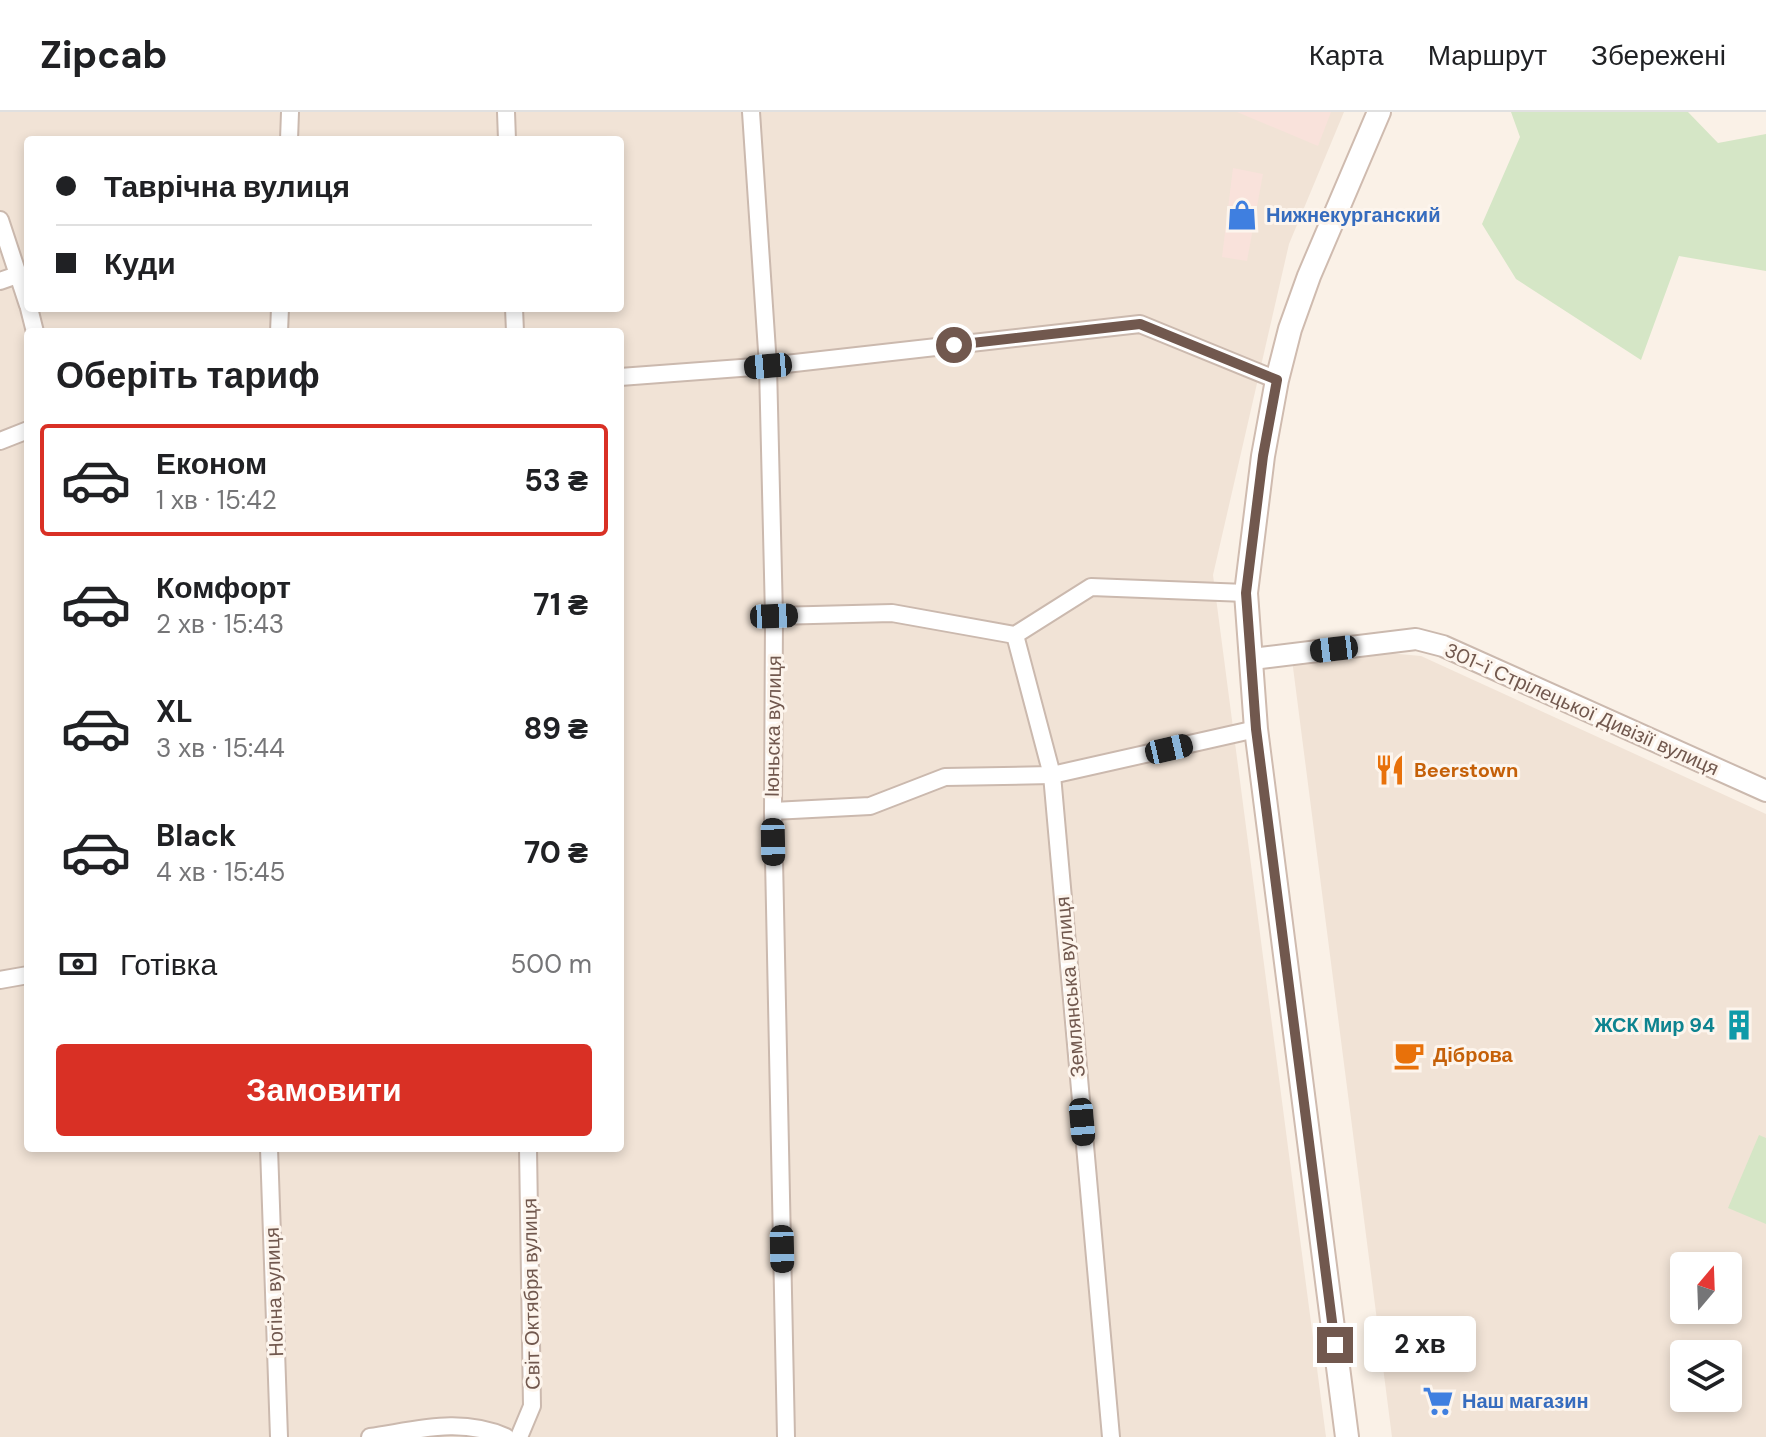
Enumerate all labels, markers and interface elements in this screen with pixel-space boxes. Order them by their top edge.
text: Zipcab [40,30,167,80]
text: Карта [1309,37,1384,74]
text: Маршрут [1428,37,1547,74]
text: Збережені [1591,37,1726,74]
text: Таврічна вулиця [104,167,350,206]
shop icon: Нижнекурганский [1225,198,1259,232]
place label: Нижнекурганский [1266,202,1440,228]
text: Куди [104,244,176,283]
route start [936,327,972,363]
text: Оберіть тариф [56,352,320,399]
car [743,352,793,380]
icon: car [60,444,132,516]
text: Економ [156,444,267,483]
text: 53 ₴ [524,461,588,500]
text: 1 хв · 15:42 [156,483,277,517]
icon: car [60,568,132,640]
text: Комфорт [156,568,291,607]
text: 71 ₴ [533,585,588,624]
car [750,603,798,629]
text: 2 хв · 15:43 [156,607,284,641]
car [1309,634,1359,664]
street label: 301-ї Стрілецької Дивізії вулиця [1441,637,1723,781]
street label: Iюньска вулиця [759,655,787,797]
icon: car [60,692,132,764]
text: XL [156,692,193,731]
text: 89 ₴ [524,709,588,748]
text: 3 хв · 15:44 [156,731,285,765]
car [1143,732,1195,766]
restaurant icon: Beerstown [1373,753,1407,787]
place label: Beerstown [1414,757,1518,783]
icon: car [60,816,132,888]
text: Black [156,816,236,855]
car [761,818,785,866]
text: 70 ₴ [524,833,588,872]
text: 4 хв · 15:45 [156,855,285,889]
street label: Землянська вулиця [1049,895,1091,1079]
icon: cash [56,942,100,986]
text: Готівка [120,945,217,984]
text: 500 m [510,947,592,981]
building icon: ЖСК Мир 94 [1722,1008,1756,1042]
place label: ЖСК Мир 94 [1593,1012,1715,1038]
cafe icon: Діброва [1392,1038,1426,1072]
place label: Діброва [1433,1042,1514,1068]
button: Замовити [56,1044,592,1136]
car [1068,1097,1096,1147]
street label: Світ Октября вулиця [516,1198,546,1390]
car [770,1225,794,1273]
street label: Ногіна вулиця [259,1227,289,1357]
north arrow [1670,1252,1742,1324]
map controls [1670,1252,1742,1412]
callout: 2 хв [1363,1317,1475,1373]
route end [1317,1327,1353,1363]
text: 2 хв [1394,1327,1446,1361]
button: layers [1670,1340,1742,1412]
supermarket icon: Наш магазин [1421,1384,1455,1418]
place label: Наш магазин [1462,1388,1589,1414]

───

• **PROMPT**
State the number of lines in the preceding entries that include the word "button". Provide nothing else.

• **ANSWER TO THIS EXERCISE**
2